In going from Amsterdam by railway to Utrecht, we perceived the canals by which the plains were intersected became fewer and fewer, and finally we began to see crops of grain and potatoes, a sign that we had emerged from the marshes. We stopped to take a brief survey of Utrecht. A part of its old cathedral has been converted into a beautiful Gothic church, the rest having been levelled many years ago by a whirlwind. But what I found most remarkable in the city was its public walks. The old walls by which Utrecht was once inclosed having been thrown down, the rubbish has formed hillocks and slopes which almost surround the entire city and border one of its principal canals. On these hillocks and slopes, trees and shrubs have been planted, and walks laid out through the green turf, until it has become one of the most varied and charming pleasure-grounds I ever saw—swelling into little eminences, sinking into little valleys, descending in some places smoothly to the water, and in others impending over it. We fell in with a music-master, of whom we asked a question or two. He happened to know a little German, by the help of which he pieced out his Dutch so as to make it tolerably intelligible to me. He insisted upon showing us every thing remarkable in Utrecht, and finally walked us tired.
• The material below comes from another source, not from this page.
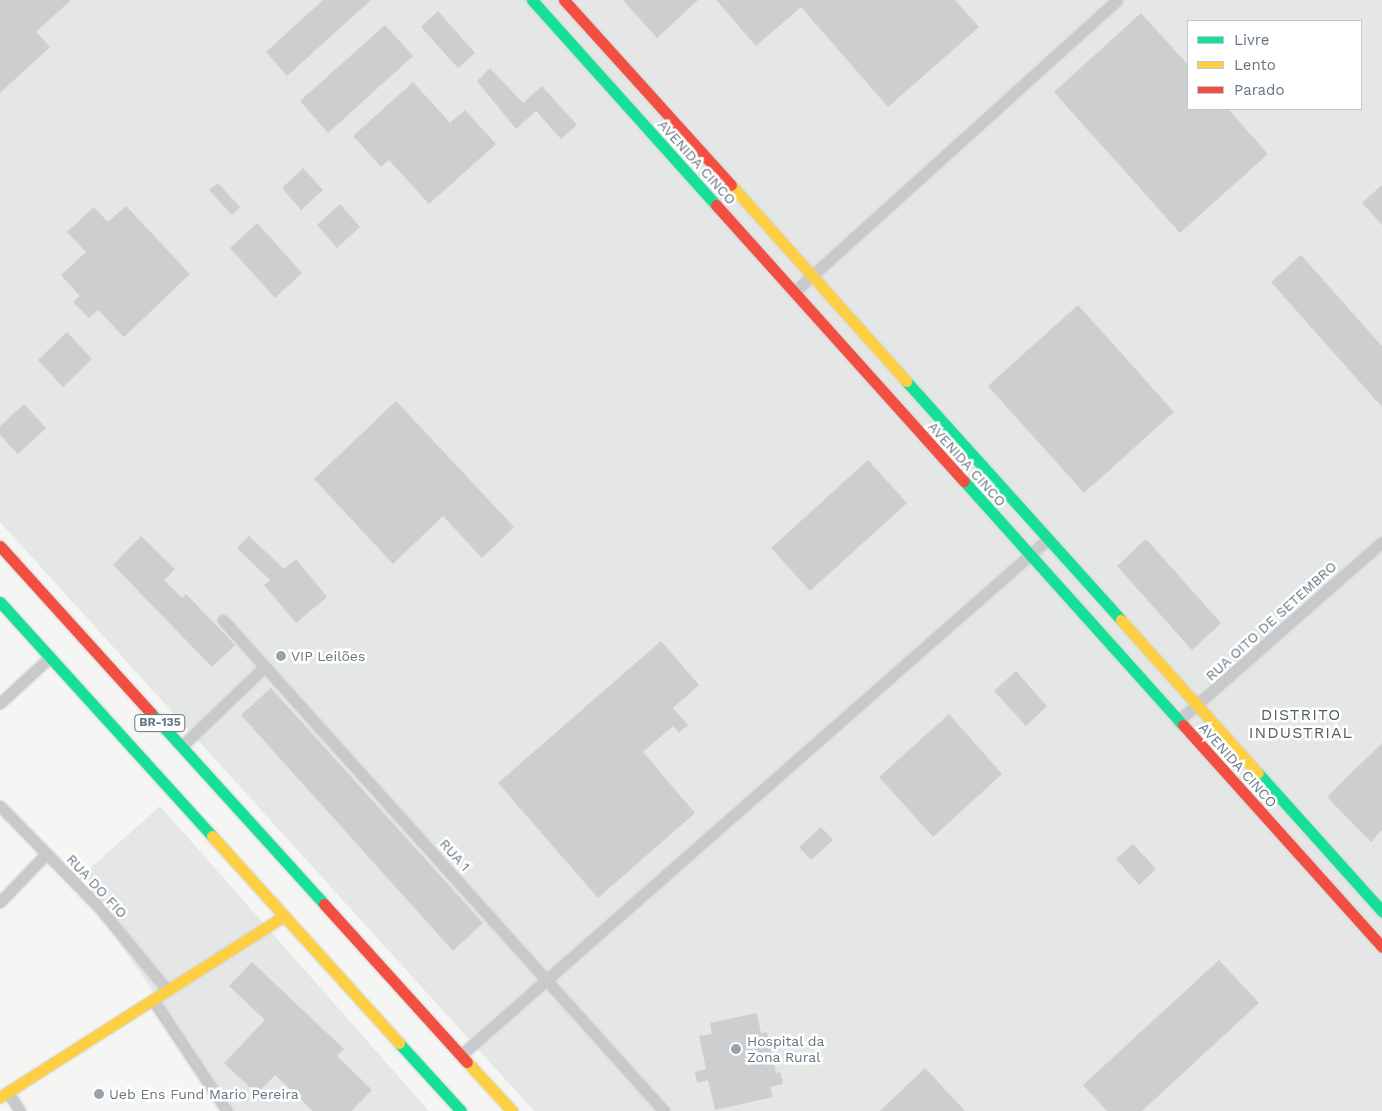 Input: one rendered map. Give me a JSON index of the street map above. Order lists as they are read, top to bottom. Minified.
{"streets":{"main road":["AVENIDA CINCO","BR-135"],"street":["RUA OITO DE SETEMBRO","RUA 1","RUA DO FIO"]},"crossings":[["AVENIDA CINCO","RUA OITO DE SETEMBRO"]],"districts":["DISTRITO INDUSTRIAL"],"places":["VIP Leilões","Hospital da Zona Rural","Ueb Ens Fund Mario Pereira"],"legend":["Livre","Lento","Parado"]} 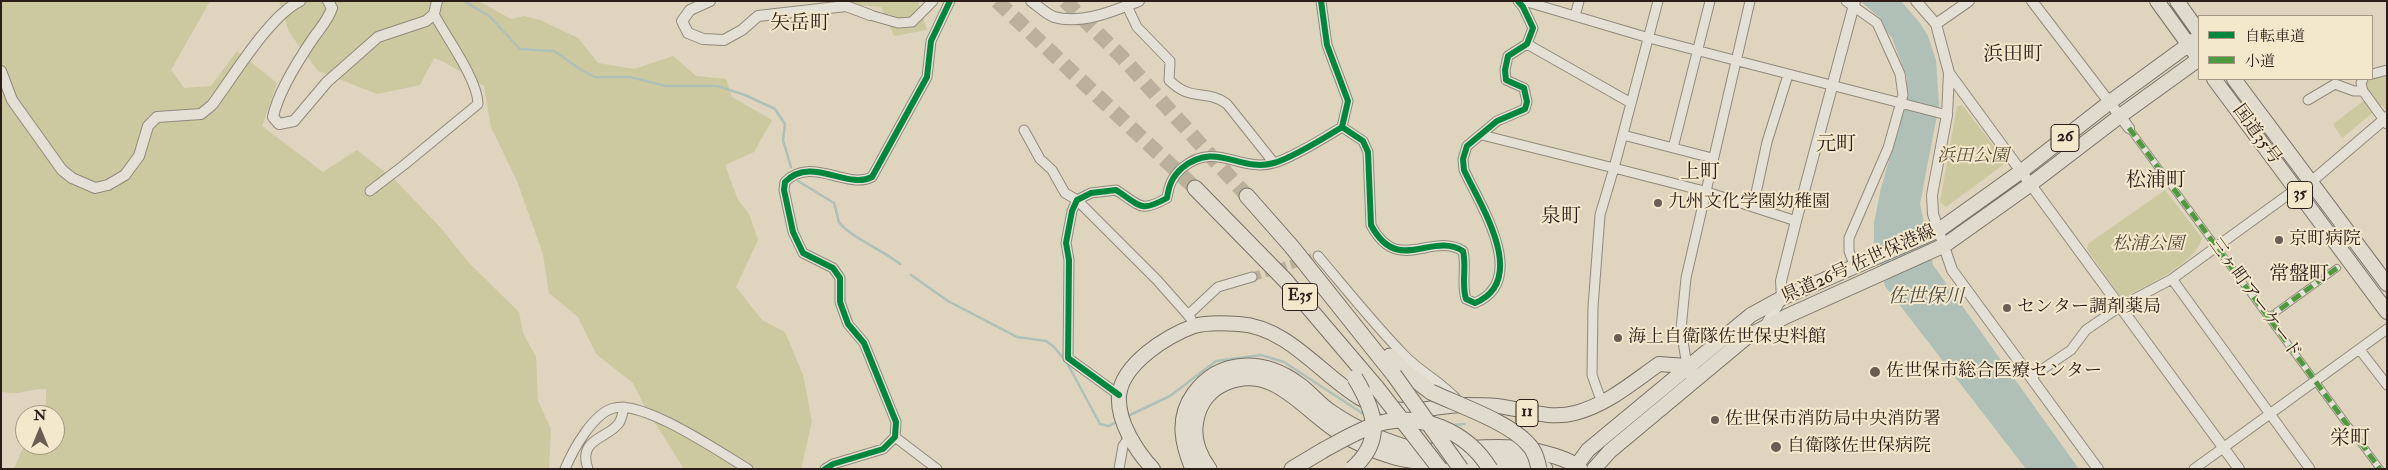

The same evening the diligence brought us to Arnheim, a neat-looking town with about eighteen hundred inhabitants, in the province of Guelderland, where the region retains not a trace of the peculiarities of Holland. The country west of the town rises into commanding eminences, overlooking the noble Rhine, and I feel already that I am in Germany, though I have yet to cross the frontier.
Letter XXIX.
American Artists Abroad.
Rome, October, 1845.
You would perhaps like to hear what the American artists on the continent are doing. I met with Leutze at Duesseldorf. After a sojourn of some days in Holland, in which I was obliged to talk to the Dutchmen in German and get my answers in Dutch, with but a dim apprehension of each other’s meaning, as you may suppose, on both sides; after being smoked through and through like a herring, with the fumes of bad tobacco in the railway wagons, and in the diligence which took us over the long and monotonous road on the plains of the Rhine between Arnheim and Duesseldorf—after dodging as well as we were able, the English travellers, generally the most disagreeable of the travelling tribe, who swarm along the Rhine in the summer season, it was a refreshment to stop a day at Duesseldorf and take breath, and meet an American face or two. We found Leutze engaged upon a picture, the subject of which is John Knox reproving Queen Mary. It promises to be a capital work. The stern gravity of Knox, the embarrassment of the Queen, and the scorn with which the French damsels of her court regard the saucy Reformer, are extremely well expressed, and tell the story impressively.